== WHAT THIS TASK INVOLVES ==
Compute how many lines in the data below hold the word "JSON", then report that number with nothing else.

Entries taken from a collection
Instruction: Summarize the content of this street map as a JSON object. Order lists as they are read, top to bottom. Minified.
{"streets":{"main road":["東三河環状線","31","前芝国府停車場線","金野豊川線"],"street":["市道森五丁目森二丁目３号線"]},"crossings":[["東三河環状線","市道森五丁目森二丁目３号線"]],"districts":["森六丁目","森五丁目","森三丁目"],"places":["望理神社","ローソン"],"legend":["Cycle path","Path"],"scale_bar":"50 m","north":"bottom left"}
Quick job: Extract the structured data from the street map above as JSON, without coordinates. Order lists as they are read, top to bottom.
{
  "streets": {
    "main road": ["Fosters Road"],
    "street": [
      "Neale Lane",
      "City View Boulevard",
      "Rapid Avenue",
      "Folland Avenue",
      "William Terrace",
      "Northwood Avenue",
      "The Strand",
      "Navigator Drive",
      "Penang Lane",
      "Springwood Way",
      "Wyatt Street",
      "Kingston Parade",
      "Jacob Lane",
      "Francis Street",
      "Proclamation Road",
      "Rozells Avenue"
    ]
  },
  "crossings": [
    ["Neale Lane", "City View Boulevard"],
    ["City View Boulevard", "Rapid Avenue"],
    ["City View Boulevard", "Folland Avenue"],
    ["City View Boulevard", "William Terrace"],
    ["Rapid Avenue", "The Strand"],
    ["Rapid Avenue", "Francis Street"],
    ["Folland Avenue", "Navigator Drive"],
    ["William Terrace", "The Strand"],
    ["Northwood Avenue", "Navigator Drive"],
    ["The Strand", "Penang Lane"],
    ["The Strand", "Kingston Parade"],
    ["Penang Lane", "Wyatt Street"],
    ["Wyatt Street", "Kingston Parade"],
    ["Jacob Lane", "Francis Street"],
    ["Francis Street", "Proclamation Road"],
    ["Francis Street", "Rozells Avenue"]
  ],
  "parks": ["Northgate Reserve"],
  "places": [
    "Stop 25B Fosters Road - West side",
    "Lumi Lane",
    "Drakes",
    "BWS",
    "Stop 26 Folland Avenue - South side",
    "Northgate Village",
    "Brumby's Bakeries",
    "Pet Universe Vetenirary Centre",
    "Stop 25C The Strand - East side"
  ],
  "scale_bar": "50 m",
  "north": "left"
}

== ANSWER SECTION ==
2